Speaking of money, I am very short on funds. I've been thinking of trying to bake things and sell them at church, but I'm a little scared to do that since I'm very antisocial, unmotivated, and afraid of being talked to at church. I don't know why. I wish I could be more social. Most of my conversations consist of yeah or nah. I don't really know how to interact with someone. I find myself terribly uninterested in what people have to say. When people I don't know talk to me, it's kind of like "ok yeah now you can shut up i really don't care" but obviously I'm not gonna say that, so I opt for the "Yeah yeah *headnod* option. I find myself doing this to my sister lately now too, who is a total chatterbox and hits up random strangers with amazing conversational skills. I really wish I was more like her, she makes friends wherever she goes, and has so many opportunities in life just because of her social skills. I'm envious of her. When she talks to me, I have no idea what to even say to her. Sometimes she delves way too deep and tries to find out more about me and my life, and I'm very uncomfortable with that. One time she asked to know about my internet friends. I'm not gonna tell anyone about my internet friends! What am I even supposed to say? She wanted to know if I wanted to meet anyone(of course I do, I'm lonely) or if I had already met some(which I have but would never admit). Augh I cannot stand her, I absolutely hate when people delve into my personal matters. I don't delve into theirs, why should they delve into mine?

With starting to exercise and stuff, I feel a lot happier and better about myself. Better than I have in years really. I sleep better, and can go to bed at any time at all and wake up and be absolutely great. I love exercise! I don't know why I didn't start earlier.

I wish I had money to support my habit of collecting video games I'll never play. I want to buy Other M even though I'll probably not get to it for years. I'd love to move out, too. I can't wait to go to OSU, I think going into a dorm would help fix all of my social inept problems.

I can't wait for school to start on september 27. It's gonna OOOOOOWNNNNNNNNNNNN.
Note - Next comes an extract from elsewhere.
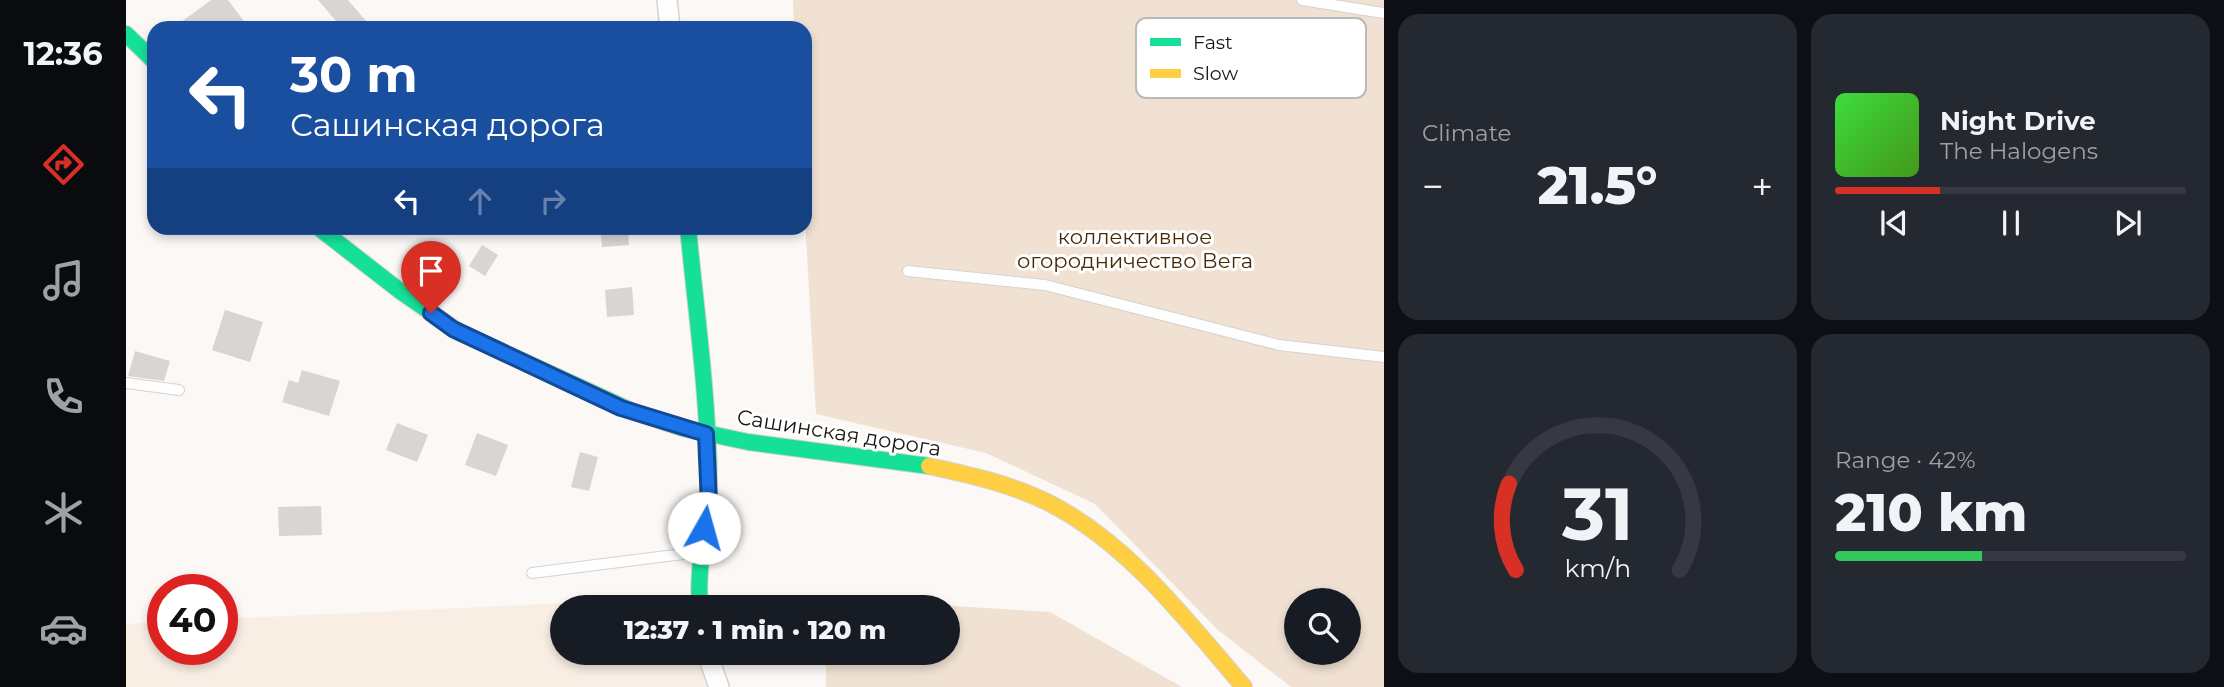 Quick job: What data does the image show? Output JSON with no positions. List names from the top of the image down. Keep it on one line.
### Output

I see Remy on the 17th! I cannot wait but I am super nervous because I am gonna be gone all day long and I need a good excuse for my parents. It's really bothering me, and Remy doesn't seem to understand how horrible it is for me to lie to them and stuff. I hate it so much, I wish I could just invite him to my house for a week and they would love him, but that's not the cast. Ughhh I wish I had cooler parents. I mean, my parents are pretty great; They pay my insurance, gave me a car, they feed me, give me money occasionally, all kinds of stuff. I do love them a lot, but I just wish they weren't so awful about the whole gay thing. It's so irritating it makes me want to cry right now.  I wish Remy understood how hard it is for me to do this kind of stuff, he's really inconsiderate about it.. He doesn't seem to realize how much I love safety, I hate popping out of my bubble and having a slight chance of danger. It is why I hate rollercoasters and ski lifts and skateboarding and football and ferris wheels and guns and weapons all kinds of stuff that I shouldn't be afraid of. I also hate hate HATE freeway driving, it is so unsafe and I feel like my wheels are going to fly off of my car at any moment, or my car will rip off of the road and crash into the barrier. I wish Remy would be able to meet my parents. My mom would love him.

Man when I type shit like this it makes me go "Man I hate life." But I don't, I feel relatively happy.